Taxonomic database setup and classification

Custom databases of all unique g216 and yycH target sequences can be found at https://github.com/ssi-dk/epidome/tree/master/DB. We formatted our g216 and yycH gene databases to be compatible with DADA2’s assignTaxonomy function and used it to classify the S. epidermidis ASVs with the RDP naive Bayesian classifier method (https://github.com/ssi-dk/epidome/tree/master/scripts).
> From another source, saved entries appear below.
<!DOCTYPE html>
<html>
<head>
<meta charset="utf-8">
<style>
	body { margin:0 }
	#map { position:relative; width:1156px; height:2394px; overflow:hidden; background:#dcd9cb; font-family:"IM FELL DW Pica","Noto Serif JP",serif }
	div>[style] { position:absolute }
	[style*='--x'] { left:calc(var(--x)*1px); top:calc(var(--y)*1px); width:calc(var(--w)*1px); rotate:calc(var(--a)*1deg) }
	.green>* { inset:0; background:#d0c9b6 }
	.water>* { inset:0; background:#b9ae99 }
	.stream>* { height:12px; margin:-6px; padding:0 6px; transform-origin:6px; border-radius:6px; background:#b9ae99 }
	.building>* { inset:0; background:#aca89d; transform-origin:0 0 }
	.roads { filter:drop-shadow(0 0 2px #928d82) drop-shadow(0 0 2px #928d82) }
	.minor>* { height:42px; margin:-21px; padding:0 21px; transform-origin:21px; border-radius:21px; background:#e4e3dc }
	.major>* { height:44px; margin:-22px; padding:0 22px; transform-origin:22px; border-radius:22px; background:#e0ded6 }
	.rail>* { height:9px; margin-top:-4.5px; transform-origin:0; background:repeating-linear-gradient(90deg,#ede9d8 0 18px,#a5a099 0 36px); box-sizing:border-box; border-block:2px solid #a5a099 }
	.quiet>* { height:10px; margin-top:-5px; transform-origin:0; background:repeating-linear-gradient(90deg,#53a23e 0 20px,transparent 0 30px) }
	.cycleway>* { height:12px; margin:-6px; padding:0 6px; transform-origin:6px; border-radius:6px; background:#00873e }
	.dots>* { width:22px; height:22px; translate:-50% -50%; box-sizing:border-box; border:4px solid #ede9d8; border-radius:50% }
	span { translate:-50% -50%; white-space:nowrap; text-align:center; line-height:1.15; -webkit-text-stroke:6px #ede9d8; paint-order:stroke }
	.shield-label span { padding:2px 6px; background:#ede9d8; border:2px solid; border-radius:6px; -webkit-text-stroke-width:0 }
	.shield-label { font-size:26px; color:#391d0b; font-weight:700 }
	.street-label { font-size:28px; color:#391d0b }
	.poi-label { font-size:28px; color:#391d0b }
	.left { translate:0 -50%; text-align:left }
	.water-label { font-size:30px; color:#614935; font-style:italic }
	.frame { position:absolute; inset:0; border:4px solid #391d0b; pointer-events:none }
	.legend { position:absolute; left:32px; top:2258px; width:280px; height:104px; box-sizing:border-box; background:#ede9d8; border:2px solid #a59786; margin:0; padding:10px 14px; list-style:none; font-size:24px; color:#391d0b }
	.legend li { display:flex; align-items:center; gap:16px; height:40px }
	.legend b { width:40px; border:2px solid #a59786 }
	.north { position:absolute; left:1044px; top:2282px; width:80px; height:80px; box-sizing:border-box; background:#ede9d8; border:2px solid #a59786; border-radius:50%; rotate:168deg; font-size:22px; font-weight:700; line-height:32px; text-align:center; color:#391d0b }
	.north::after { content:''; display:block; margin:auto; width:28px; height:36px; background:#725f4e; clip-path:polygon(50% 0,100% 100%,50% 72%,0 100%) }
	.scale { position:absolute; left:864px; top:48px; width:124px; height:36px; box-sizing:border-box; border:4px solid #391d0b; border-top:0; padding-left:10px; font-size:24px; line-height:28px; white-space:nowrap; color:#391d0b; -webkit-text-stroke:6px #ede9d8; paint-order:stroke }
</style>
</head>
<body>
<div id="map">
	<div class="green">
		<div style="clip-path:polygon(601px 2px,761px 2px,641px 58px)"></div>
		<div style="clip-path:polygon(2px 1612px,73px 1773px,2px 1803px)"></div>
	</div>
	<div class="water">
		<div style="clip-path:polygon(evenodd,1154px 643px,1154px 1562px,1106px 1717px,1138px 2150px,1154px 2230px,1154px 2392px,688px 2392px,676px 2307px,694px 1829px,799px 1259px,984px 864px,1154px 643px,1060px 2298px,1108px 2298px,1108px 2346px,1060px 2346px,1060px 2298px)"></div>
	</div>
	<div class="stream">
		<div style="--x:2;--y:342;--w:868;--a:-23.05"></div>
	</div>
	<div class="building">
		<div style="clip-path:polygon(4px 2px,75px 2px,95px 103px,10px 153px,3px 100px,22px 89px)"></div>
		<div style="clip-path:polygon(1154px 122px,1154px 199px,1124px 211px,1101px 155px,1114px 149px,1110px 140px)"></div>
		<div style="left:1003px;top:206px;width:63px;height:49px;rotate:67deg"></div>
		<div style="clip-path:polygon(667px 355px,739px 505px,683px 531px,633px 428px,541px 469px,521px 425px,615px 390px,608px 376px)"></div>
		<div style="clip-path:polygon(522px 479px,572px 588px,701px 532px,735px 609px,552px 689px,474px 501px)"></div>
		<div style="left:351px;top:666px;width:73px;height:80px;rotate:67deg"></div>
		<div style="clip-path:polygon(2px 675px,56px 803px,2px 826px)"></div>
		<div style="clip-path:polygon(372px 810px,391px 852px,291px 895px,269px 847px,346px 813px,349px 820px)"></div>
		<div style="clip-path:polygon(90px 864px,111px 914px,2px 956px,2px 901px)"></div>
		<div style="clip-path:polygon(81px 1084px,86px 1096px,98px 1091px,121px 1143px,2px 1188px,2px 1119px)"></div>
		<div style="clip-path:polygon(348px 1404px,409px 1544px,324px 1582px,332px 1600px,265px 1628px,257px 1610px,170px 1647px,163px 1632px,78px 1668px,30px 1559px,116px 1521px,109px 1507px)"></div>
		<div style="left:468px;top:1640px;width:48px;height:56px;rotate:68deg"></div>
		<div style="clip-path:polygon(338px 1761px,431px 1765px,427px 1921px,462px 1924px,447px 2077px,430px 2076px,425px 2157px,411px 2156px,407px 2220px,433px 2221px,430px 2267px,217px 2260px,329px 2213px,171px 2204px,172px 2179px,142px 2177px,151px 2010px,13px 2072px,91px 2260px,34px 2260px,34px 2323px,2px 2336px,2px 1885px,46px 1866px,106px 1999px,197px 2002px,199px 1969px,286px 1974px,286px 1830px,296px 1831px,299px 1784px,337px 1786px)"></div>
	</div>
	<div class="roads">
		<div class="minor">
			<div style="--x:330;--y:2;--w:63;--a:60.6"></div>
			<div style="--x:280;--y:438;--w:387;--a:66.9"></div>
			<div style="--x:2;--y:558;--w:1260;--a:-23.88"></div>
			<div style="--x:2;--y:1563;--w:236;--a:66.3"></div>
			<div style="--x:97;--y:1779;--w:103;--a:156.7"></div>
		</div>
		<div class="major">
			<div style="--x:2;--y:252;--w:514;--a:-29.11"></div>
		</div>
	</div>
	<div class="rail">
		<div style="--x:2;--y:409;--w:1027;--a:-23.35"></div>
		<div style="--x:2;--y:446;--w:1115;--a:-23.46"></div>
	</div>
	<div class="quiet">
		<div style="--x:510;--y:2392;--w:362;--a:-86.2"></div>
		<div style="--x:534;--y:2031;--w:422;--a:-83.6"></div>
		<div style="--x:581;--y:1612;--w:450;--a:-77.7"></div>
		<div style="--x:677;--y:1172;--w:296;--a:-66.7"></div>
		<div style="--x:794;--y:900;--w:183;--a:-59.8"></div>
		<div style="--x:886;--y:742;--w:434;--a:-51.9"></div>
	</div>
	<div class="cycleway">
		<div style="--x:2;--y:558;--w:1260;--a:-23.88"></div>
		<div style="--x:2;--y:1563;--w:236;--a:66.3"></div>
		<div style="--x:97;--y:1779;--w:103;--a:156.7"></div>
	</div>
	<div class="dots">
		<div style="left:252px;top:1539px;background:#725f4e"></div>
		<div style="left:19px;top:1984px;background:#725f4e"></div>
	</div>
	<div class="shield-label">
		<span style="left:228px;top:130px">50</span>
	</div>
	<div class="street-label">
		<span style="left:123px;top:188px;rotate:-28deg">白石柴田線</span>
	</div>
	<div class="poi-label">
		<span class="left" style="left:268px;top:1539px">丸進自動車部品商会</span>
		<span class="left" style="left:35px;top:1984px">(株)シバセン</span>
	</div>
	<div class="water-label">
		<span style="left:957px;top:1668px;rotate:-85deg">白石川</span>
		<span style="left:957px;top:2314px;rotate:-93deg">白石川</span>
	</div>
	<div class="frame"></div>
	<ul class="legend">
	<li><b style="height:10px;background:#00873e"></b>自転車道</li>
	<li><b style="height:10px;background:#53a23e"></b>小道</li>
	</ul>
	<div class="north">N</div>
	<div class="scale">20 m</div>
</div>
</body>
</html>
ST classification of samples was performed using the g216 target sequence as the primary identifier. All g216 sequences unique to a single clonal cluster in the database were immediately classified as the matching clone, and in cases were the g216 sequence matched multiple clones, the secondary yycH target sequences were parsed to determine which clone was present. When this classification failed to resolve due to multiple potential combinations of sequences, ASVs were categorized as “Unclassified”. Similarly, g216 sequences not found in the database were labelled as “Novel”. The resulting taxonomic count tables are provided at https://github.com/ssi-dk/epidome/tree/master/example_data.

Statistical analyses

Statistical analyses and generation of graphs were performed in R v3.6.0 (R Core Team 2019). All R scripts documenting the analyses are provided at https://github.com/ssi-dk/epidome/tree/master/scripts. Rarefaction curves were generated by utilizing the R packages phyloseq and ranacapa v0.1.0 [40, 41], and plots were generated with ggplot2 v3.3.1 [42]. The qPCR data was analyzed using QuantStudio Design and Analysis Software (Thermo Fisher). The scatterplot examining correlation between read counts from the two primer pairs was created with ggplot2 v3.3.1 and correlation was tested using Pearson’s correlation. Presentations of the relative abundances of clinical and mock samples were presented in barplots created with ggplot2 v3.3.1 and principal component analysis (PCA) was performed on Euclidean distances between samples based on relative abundances of ASVs. Comparisons between groups were made using ANOSIM tests with 1000 permutations based on the Euclidean distances.